Stored items
+++
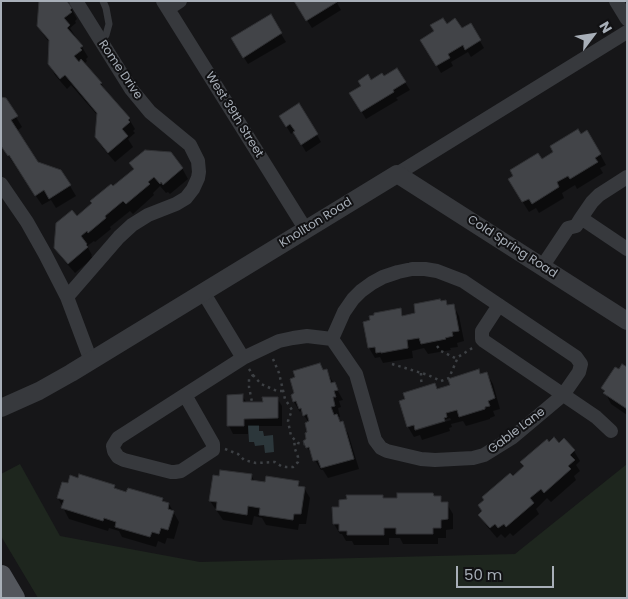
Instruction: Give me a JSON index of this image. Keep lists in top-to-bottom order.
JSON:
{
  "streets": {
    "street": [
      "Rome Drive",
      "West 39th Street",
      "Knollton Road",
      "Cold Spring Road",
      "Gable Lane"
    ]
  },
  "crossings": [
    ["West 39th Street", "Knollton Road"],
    ["Knollton Road", "Cold Spring Road"]
  ],
  "scale_bar": "50 m",
  "north": "top right"
}
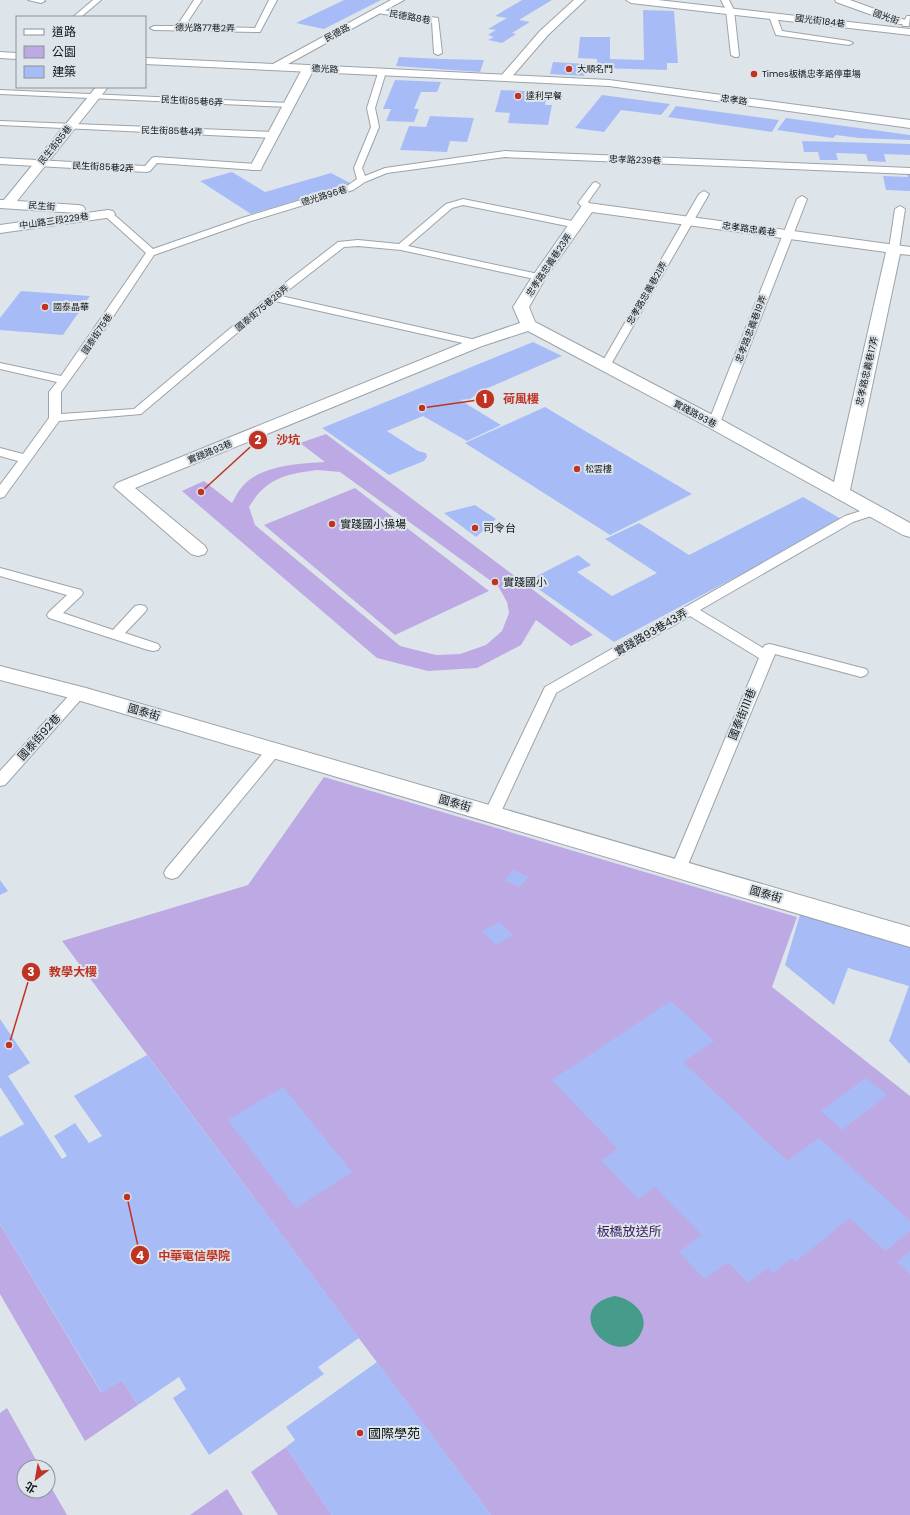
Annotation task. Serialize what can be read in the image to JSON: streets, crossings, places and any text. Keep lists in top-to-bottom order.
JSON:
{
  "streets": {
    "street": [
      "國光街",
      "國光街184巷",
      "民德路",
      "德光路",
      "忠孝路",
      "民生街85巷",
      "民生街",
      "中山路三段229巷",
      "忠孝路忠義巷",
      "忠孝路忠義巷23弄",
      "忠孝路忠義巷17弄",
      "實踐路93巷",
      "國泰街"
    ],
    "lane": [
      "民德路8巷",
      "德光路77巷2弄",
      "民生街85巷6弄",
      "民生街85巷4弄",
      "忠孝路239巷",
      "民生街85巷2弄",
      "德光路96巷",
      "忠孝路忠義巷21弄",
      "國泰街75巷28弄",
      "忠孝路忠義巷19弄",
      "國泰街75巷",
      "實踐路93巷43弄",
      "國泰街111巷",
      "國泰街92巷"
    ]
  },
  "crossings": [
    ["民德路8巷", "民德路"],
    ["國光街", "國光街184巷"],
    ["民德路", "德光路"],
    ["德光路", "忠孝路"],
    ["民生街85巷6弄", "民生街85巷"],
    ["民生街85巷4弄", "民生街85巷"],
    ["民生街85巷", "民生街85巷2弄"],
    ["民生街85巷", "民生街"],
    ["忠孝路239巷", "德光路96巷"],
    ["德光路96巷", "國泰街75巷"],
    ["民生街", "中山路三段229巷"],
    ["忠孝路忠義巷", "忠孝路忠義巷23弄"],
    ["忠孝路忠義巷", "忠孝路忠義巷21弄"],
    ["忠孝路忠義巷", "忠孝路忠義巷19弄"],
    ["忠孝路忠義巷", "忠孝路忠義巷17弄"],
    ["忠孝路忠義巷23弄", "國泰街75巷28弄"],
    ["忠孝路忠義巷23弄", "實踐路93巷"],
    ["忠孝路忠義巷21弄", "實踐路93巷"],
    ["國泰街75巷28弄", "國泰街75巷"],
    ["忠孝路忠義巷19弄", "實踐路93巷"],
    ["忠孝路忠義巷17弄", "實踐路93巷"],
    ["實踐路93巷", "實踐路93巷43弄"],
    ["實踐路93巷43弄", "國泰街"],
    ["國泰街", "國泰街111巷"],
    ["國泰街", "國泰街92巷"]
  ],
  "parks": ["板橋放送所"],
  "places": [
    "大順名門",
    "Times板橋忠孝路停車場",
    "達利早餐",
    "國泰晶華",
    "荷風樓",
    "松雲樓",
    "沙坑",
    "實踐國小操場",
    "司令台",
    "實踐國小",
    "教學大樓",
    "中華電信學院",
    "國際學苑"
  ],
  "legend": ["道路", "公園", "建築"],
  "north": "bottom left"
}
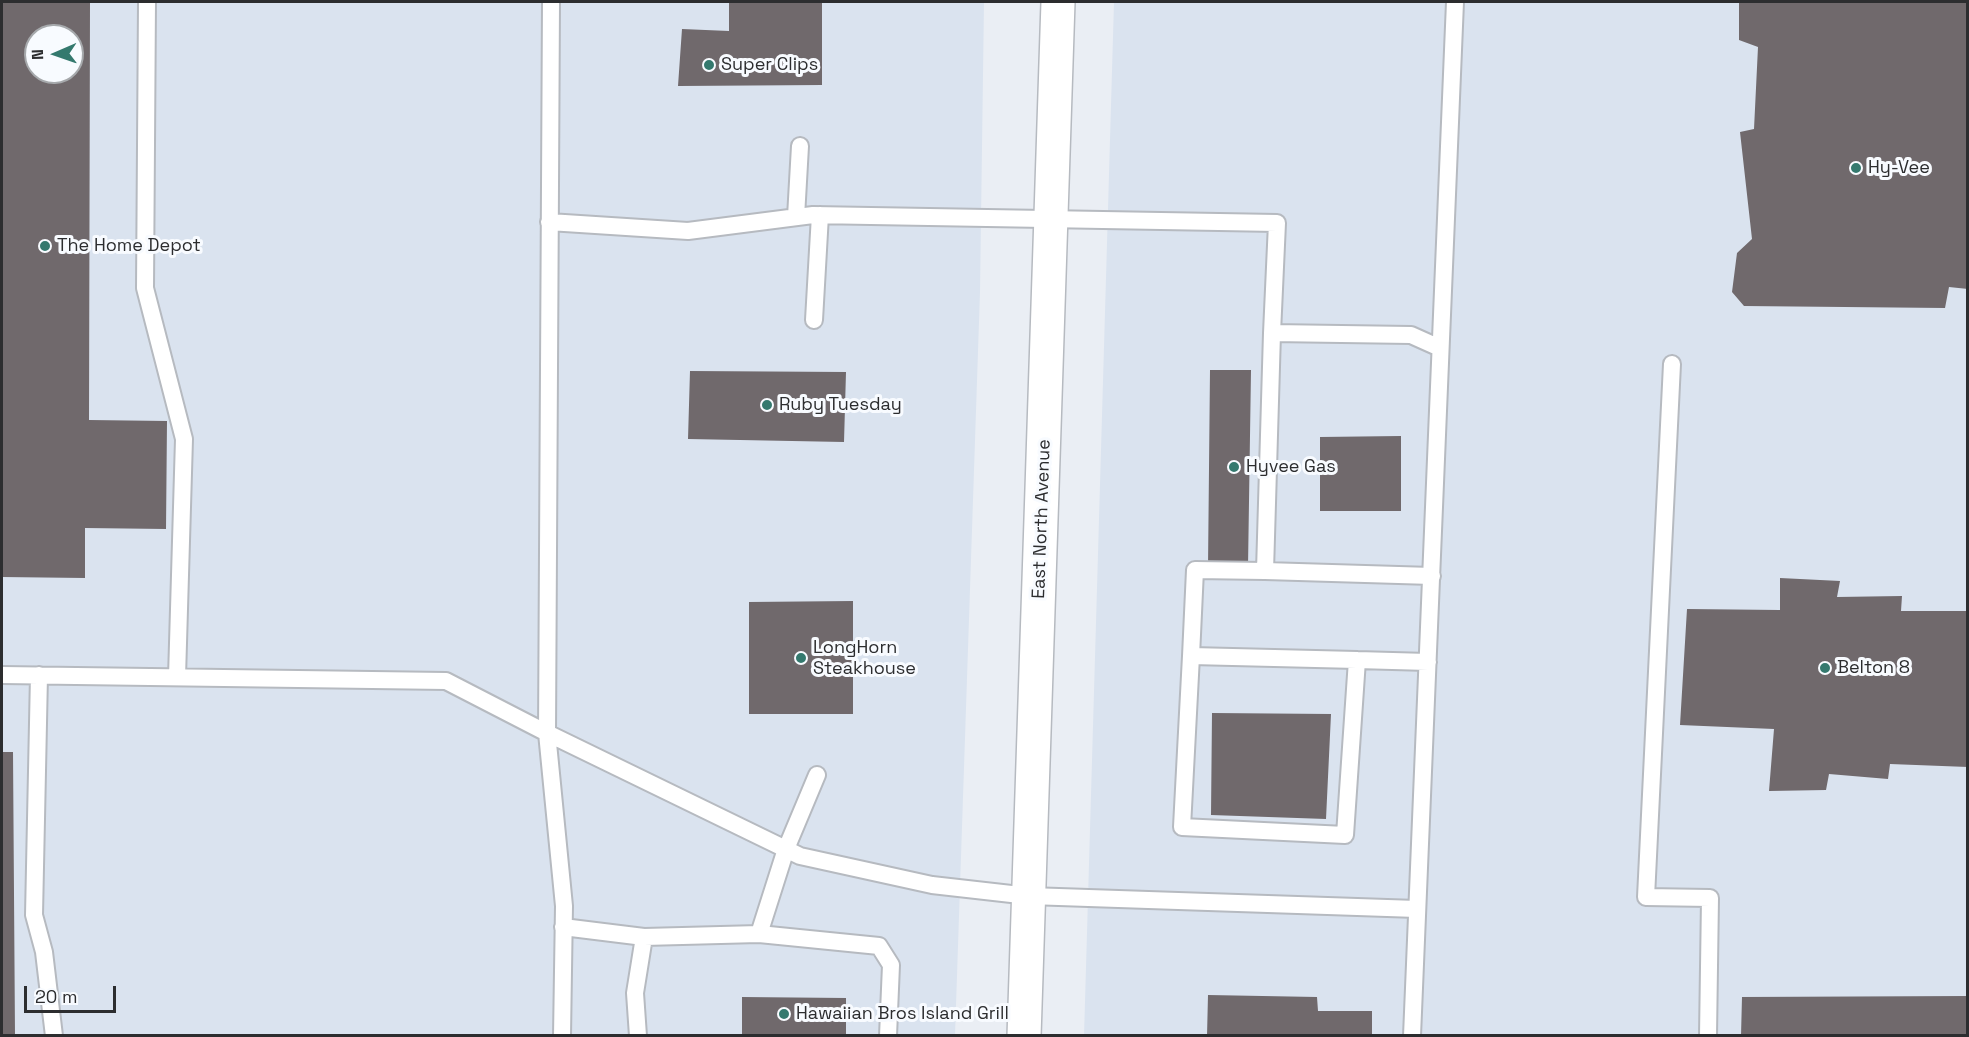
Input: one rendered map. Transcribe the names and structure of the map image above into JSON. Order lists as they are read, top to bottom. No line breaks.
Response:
+++
#### Task to carry out:
If a line in the data above contains "read", return that line.

#### Solution to this exercise:
Annotation task. Serialize what can be read in the image to JSON: streets, crossings, places and any text. Keep lists in top-to-bottom order.
Input: one rendered map. Transcribe the names and structure of the map image above into JSON. Order lists as they are read, top to bottom. No line breaks.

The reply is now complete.